Why Is Coronavirus News Still So Inaccurate?

“A lie can travel halfway around the world before the truth is putting on its shoes”

The list of sensational headlines based on shoddy research just continues to grow. Whether by commission, omission or plain old ignorance, our media is failing us – it’s not probing as critically and deeply as it should to ensure the information it brings us is valid.

Among several examples in today’s video, Chris scorches recent reports that covid-19 could not have been developed in a lab – reports that rely heavily on an authority who just happens to have years of experience collaborating with Wuhan scientists working with coronaviruses (including bats), BUT THIS WASN’T DISCLOSED.

Our big frustration here is that the reports we’re having to devote time to debunking in our daily videos shouldn’t be getting the air time they are this far into the coronavirus crisis.

Why are there still so many inaccuracies in today's news? Collectively, the media should have sharpened its game in its pandemic reporting by now. It should have seasoned vetting processes in place by this time.

Especially when the stakes of being wrong are remain so high.

Just another reason to say: It didn’t have to be this way.
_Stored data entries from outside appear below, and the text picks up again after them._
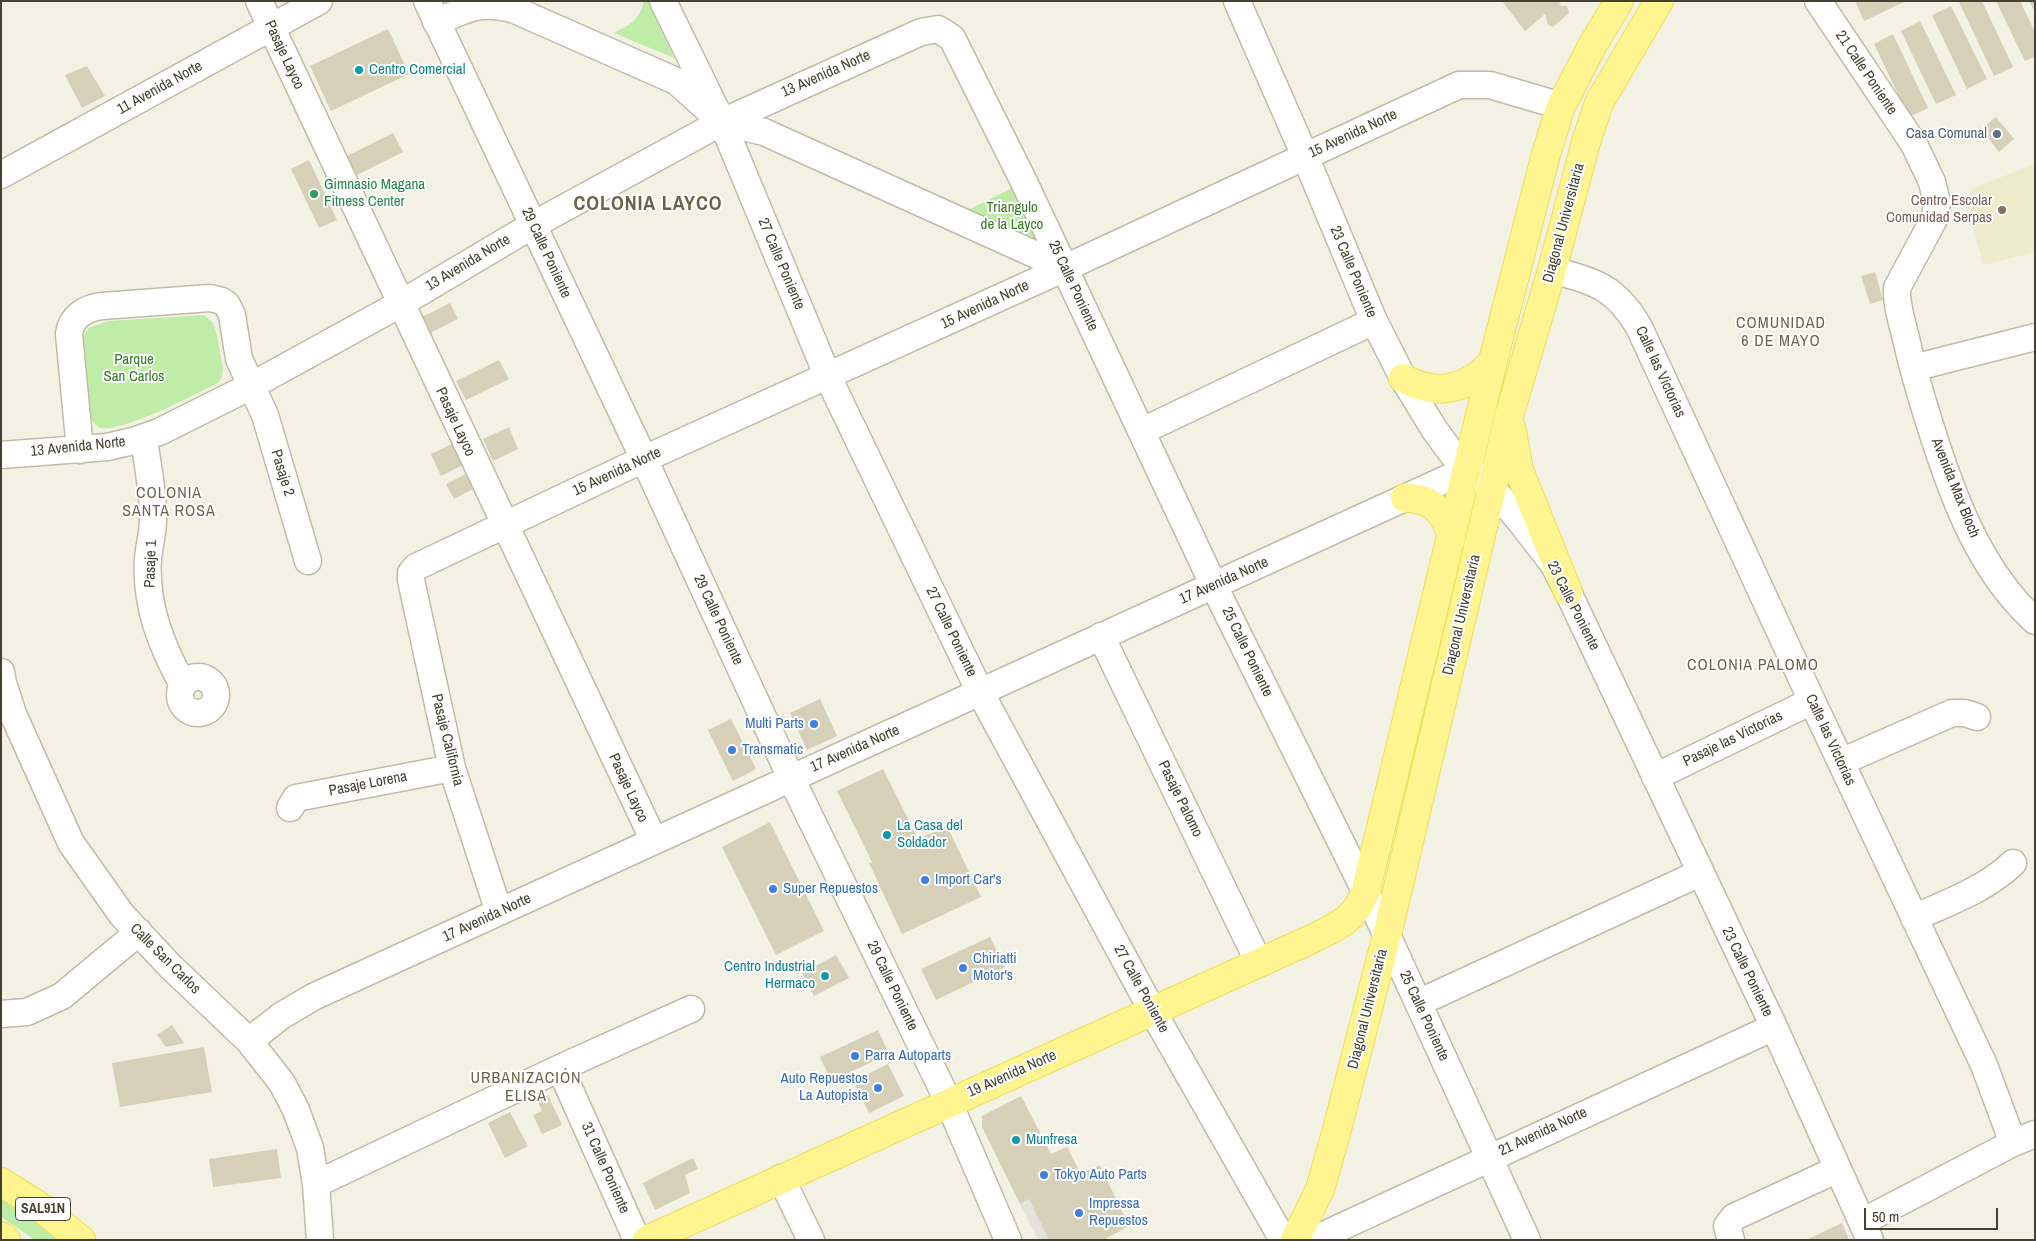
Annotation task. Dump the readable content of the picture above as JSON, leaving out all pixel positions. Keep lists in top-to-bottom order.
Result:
{
  "streets": {
    "main road": ["Diagonal Universitaria", "19 Avenida Norte", "SAL91N"],
    "street": [
      "Pasaje Layco",
      "21 Calle Poniente",
      "13 Avenida Norte",
      "11 Avenida Norte",
      "15 Avenida Norte",
      "29 Calle Poniente",
      "27 Calle Poniente",
      "23 Calle Poniente",
      "25 Calle Poniente",
      "Calle las Victorias",
      "Pasaje 2",
      "Avenida Max Bloch",
      "Pasaje 1",
      "17 Avenida Norte",
      "Pasaje las Victorias",
      "Pasaje California",
      "Pasaje Lorena",
      "Pasaje Palomo",
      "Calle San Carlos",
      "21 Avenida Norte",
      "31 Calle Poniente"
    ]
  },
  "crossings": [
    ["Pasaje Layco", "13 Avenida Norte"],
    ["Pasaje Layco", "11 Avenida Norte"],
    ["Pasaje Layco", "15 Avenida Norte"],
    ["Pasaje Layco", "17 Avenida Norte"],
    ["21 Calle Poniente", "Avenida Max Bloch"],
    ["13 Avenida Norte", "29 Calle Poniente"],
    ["13 Avenida Norte", "27 Calle Poniente"],
    ["13 Avenida Norte", "25 Calle Poniente"],
    ["13 Avenida Norte", "Pasaje 2"],
    ["13 Avenida Norte", "Pasaje 1"],
    ["15 Avenida Norte", "Diagonal Universitaria"],
    ["15 Avenida Norte", "29 Calle Poniente"],
    ["15 Avenida Norte", "27 Calle Poniente"],
    ["15 Avenida Norte", "23 Calle Poniente"],
    ["15 Avenida Norte", "25 Calle Poniente"],
    ["15 Avenida Norte", "Pasaje California"],
    ["Diagonal Universitaria", "23 Calle Poniente"],
    ["Diagonal Universitaria", "25 Calle Poniente"],
    ["Diagonal Universitaria", "Calle las Victorias"],
    ["Diagonal Universitaria", "17 Avenida Norte"],
    ["Diagonal Universitaria", "19 Avenida Norte"],
    ["29 Calle Poniente", "17 Avenida Norte"],
    ["29 Calle Poniente", "19 Avenida Norte"],
    ["27 Calle Poniente", "17 Avenida Norte"],
    ["27 Calle Poniente", "19 Avenida Norte"],
    ["23 Calle Poniente", "17 Avenida Norte"],
    ["23 Calle Poniente", "Pasaje las Victorias"],
    ["23 Calle Poniente", "21 Avenida Norte"],
    ["25 Calle Poniente", "17 Avenida Norte"],
    ["25 Calle Poniente", "19 Avenida Norte"],
    ["25 Calle Poniente", "21 Avenida Norte"],
    ["Calle las Victorias", "Pasaje las Victorias"],
    ["17 Avenida Norte", "Pasaje California"],
    ["17 Avenida Norte", "Pasaje Palomo"],
    ["17 Avenida Norte", "Calle San Carlos"],
    ["Pasaje California", "Pasaje Lorena"],
    ["Pasaje Palomo", "19 Avenida Norte"]
  ],
  "districts": [
    "COLONIA LAYCO",
    "COMUNIDAD 6 DE MAYO",
    "COLONIA SANTA ROSA",
    "COLONIA PALOMO",
    "URBANIZACIÓN ELISA"
  ],
  "parks": ["Triangulo de la Layco", "Parque San Carlos"],
  "places": [
    "Centro Comercial",
    "Casa Comunal",
    "Gimnasio Magana Fitness Center",
    "Centro Escolar Comunidad Serpas",
    "Multi Parts",
    "Transmatic",
    "La Casa del Soldador",
    "Import Car's",
    "Super Repuestos",
    "Chiriatti Motor's",
    "Centro Industrial Hermaco",
    "Parra Autoparts",
    "Auto Repuestos La Autopista",
    "Munfresa",
    "Tokyo Auto Parts",
    "Impressa Repuestos"
  ],
  "scale_bar": "50 m"
}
Oh well, we’ll continue these daily critical thinking-based updates for as long as their needed. Looks likes that’s going to be for a while…

Don’t forget to get your free download of Peak Prosperity’s book Prosper!. Given its relevance to preparing for any kind of crisis, pandemic or otherwise, Chris and Adam are now making it available to the world for free:



This is a companion discussion topic for the original entry at https://peakprosperity.com/why-is-coronavirus-news-still-so-inaccurate/


I agree! Thanks for linking.

This guy is a piece of work… Wouldnt let this Dr within a mile of my loved ones. He should have his license revoked for this display… And , I think he is criminally reckless and negligent as well.

Wanted: Volunteers for a Martyr experience to test COVID-19 therapy
One of the criticisms of Dr Didier Raoult is that IHU Méditerranée Infection did not do proper testing before using their treatment on patients testing positive COVID-19.
Although I can’t answer for the doctor, I mention two of the points that he has raised justifying this “conduct”.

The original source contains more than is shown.